Les communications internes dépendaient également des services de Rogers. Le rapport évoque un nombre limité de cartes SIM d'autres opérateurs, l'indisponibilité initiale de journaux d'erreur et environ quatorze heures avant l'identification de la cause. Plusieurs changements effectués pendant la fenêtre compliquaient le choix du ticket à annuler [1].
Une gestion réellement indépendante exige un chemin physique et logique distinct, une identité disponible hors du cœur, des consoles locales, des journaux conservés ailleurs et des moyens de communication fournis par un tiers. La preuve n'est pas un schéma : c'est un exercice où le cœur est inaccessible et où les équipes peuvent encore observer, authentifier, modifier et revenir en arrière.

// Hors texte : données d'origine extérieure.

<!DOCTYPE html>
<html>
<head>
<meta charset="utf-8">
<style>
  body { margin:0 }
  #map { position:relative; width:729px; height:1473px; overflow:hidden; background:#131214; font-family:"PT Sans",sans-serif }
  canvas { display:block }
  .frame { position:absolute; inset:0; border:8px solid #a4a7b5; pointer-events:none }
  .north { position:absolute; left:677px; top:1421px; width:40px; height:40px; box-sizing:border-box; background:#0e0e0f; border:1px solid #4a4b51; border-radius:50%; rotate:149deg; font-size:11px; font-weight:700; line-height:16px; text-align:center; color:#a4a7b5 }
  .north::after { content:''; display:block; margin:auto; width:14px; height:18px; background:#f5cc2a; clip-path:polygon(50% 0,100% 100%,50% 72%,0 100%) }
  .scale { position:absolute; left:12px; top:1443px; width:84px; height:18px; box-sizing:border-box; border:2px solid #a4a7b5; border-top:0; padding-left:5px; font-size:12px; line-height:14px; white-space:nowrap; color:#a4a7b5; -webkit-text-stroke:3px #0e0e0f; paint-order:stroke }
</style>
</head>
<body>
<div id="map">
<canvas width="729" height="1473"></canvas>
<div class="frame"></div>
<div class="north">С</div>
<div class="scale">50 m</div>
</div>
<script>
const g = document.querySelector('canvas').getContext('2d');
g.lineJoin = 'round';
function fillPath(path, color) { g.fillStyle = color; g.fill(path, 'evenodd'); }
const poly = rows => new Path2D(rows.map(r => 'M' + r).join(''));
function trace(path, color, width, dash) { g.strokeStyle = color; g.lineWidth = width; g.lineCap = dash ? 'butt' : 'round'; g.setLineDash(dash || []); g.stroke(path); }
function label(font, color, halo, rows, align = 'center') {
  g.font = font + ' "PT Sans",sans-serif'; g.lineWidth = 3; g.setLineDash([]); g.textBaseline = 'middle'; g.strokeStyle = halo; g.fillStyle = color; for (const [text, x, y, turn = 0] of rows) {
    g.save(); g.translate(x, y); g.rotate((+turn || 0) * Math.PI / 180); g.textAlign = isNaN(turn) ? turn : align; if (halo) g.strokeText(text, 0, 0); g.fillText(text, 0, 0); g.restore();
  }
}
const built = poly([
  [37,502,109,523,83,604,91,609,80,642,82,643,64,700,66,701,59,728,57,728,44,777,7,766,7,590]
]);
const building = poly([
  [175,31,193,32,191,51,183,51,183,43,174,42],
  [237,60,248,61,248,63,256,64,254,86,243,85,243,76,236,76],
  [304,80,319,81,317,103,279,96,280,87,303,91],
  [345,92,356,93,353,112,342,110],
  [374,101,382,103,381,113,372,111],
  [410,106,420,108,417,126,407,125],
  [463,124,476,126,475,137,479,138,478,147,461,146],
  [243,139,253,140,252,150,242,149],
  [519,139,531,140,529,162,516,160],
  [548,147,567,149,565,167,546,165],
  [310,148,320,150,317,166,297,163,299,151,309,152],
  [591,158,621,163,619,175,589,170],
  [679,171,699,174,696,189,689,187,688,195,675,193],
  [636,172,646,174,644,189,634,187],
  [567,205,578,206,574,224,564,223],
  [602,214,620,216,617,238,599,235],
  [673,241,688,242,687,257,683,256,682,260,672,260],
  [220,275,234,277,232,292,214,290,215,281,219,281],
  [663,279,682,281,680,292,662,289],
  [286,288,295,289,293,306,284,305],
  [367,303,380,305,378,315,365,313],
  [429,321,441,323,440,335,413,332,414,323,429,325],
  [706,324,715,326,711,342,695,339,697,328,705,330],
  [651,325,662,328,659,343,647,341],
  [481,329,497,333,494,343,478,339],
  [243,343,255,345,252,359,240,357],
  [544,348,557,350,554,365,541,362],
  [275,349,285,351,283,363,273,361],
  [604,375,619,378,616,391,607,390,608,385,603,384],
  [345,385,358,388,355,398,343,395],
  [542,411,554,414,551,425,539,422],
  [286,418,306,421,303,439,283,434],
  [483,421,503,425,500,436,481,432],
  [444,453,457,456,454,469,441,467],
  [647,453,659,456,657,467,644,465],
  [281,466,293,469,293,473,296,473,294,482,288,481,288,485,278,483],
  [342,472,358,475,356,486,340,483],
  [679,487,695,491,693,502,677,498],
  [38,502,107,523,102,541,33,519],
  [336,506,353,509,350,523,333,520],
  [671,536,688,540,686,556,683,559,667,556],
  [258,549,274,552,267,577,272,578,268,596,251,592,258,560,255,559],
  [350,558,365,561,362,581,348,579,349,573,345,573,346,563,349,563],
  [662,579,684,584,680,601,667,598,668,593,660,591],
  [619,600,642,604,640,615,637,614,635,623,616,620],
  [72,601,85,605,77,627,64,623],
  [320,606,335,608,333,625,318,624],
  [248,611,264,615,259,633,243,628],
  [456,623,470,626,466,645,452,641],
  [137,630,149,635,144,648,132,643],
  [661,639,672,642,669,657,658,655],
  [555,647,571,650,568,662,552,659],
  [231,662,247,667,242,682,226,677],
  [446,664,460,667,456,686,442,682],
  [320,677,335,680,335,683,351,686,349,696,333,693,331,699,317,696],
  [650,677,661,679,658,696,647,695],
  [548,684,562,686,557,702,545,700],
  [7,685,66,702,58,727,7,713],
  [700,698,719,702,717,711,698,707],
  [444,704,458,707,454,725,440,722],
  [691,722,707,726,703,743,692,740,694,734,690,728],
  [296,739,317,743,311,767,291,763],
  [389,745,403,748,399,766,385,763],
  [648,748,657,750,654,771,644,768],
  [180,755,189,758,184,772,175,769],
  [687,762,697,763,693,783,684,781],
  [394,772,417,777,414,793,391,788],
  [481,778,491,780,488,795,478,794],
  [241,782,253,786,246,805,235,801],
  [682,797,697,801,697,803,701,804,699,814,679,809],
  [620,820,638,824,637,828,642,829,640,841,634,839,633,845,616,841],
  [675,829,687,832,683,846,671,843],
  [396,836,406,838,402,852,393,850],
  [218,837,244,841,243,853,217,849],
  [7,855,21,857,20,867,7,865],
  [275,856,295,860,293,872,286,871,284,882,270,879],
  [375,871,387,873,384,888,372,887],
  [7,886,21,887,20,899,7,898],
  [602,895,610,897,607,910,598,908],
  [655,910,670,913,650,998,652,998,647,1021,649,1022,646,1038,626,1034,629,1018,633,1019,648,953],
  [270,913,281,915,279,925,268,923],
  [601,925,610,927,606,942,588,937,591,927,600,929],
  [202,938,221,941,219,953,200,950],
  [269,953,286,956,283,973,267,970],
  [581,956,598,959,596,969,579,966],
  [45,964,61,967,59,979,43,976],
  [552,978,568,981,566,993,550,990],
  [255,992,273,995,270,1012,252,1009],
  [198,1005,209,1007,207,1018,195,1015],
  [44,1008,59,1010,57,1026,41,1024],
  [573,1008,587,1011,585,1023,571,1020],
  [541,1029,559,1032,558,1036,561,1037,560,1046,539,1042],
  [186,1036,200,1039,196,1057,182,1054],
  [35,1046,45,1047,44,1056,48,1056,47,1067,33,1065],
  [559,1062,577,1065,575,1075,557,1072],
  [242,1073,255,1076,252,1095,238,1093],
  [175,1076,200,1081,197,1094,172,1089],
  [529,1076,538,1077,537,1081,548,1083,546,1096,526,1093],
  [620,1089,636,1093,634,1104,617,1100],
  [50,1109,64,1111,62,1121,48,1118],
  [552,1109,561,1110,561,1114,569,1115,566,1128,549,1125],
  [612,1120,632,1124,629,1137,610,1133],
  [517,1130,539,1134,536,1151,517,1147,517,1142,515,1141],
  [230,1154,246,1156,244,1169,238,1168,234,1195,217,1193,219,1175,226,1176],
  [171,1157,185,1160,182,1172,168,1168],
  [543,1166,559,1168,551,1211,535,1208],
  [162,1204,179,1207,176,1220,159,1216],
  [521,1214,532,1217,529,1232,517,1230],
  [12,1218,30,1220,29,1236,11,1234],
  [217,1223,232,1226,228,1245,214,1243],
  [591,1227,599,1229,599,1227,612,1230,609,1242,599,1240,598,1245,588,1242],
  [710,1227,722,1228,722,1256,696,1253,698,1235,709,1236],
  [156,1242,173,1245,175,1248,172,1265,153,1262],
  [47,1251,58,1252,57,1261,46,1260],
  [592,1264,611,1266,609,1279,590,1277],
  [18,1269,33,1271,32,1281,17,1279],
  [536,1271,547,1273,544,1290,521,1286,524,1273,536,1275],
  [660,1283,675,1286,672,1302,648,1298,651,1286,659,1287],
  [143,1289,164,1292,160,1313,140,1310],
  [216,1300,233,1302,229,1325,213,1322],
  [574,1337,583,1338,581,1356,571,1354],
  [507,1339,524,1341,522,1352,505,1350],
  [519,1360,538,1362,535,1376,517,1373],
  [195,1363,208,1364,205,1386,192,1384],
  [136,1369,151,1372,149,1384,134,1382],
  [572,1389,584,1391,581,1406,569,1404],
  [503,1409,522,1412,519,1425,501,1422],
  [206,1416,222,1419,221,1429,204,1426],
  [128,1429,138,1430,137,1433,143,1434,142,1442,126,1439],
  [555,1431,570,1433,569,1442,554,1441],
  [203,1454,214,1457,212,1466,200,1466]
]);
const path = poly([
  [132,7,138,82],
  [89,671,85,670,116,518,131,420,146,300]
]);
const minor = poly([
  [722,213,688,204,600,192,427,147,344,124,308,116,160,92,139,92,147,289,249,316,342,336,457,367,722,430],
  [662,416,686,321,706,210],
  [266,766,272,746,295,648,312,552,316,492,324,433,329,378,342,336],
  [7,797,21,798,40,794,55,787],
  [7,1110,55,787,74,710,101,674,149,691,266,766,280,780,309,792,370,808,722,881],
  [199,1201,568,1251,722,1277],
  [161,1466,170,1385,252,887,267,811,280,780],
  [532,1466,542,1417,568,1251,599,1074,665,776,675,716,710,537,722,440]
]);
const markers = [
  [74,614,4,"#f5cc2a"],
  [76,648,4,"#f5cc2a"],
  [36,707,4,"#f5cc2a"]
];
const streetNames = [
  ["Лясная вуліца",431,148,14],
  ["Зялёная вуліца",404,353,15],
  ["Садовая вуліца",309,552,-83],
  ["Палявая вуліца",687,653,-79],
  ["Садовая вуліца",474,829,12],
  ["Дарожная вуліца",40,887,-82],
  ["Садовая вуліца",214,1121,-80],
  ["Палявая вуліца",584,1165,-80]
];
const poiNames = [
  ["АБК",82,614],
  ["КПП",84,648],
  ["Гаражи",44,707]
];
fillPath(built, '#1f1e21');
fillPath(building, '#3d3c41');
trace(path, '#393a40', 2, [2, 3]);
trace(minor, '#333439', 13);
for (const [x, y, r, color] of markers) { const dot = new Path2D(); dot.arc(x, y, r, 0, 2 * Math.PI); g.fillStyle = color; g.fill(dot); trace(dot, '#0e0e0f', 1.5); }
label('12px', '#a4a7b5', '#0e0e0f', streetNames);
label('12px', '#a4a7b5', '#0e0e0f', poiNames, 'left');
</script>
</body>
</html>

RFC 6192 décrit de manière générale la protection du plan de contrôle par identification, filtrage ou limitation du trafic légitime et indésirable [8]. Il ne diagnostique pas l'incident Rogers et ne définit pas la redistribution BGP-OSPF. Il rappelle néanmoins que la capacité de transfert et celle du contrôle sont différentes, et que le contrôle doit rester stable sous charge.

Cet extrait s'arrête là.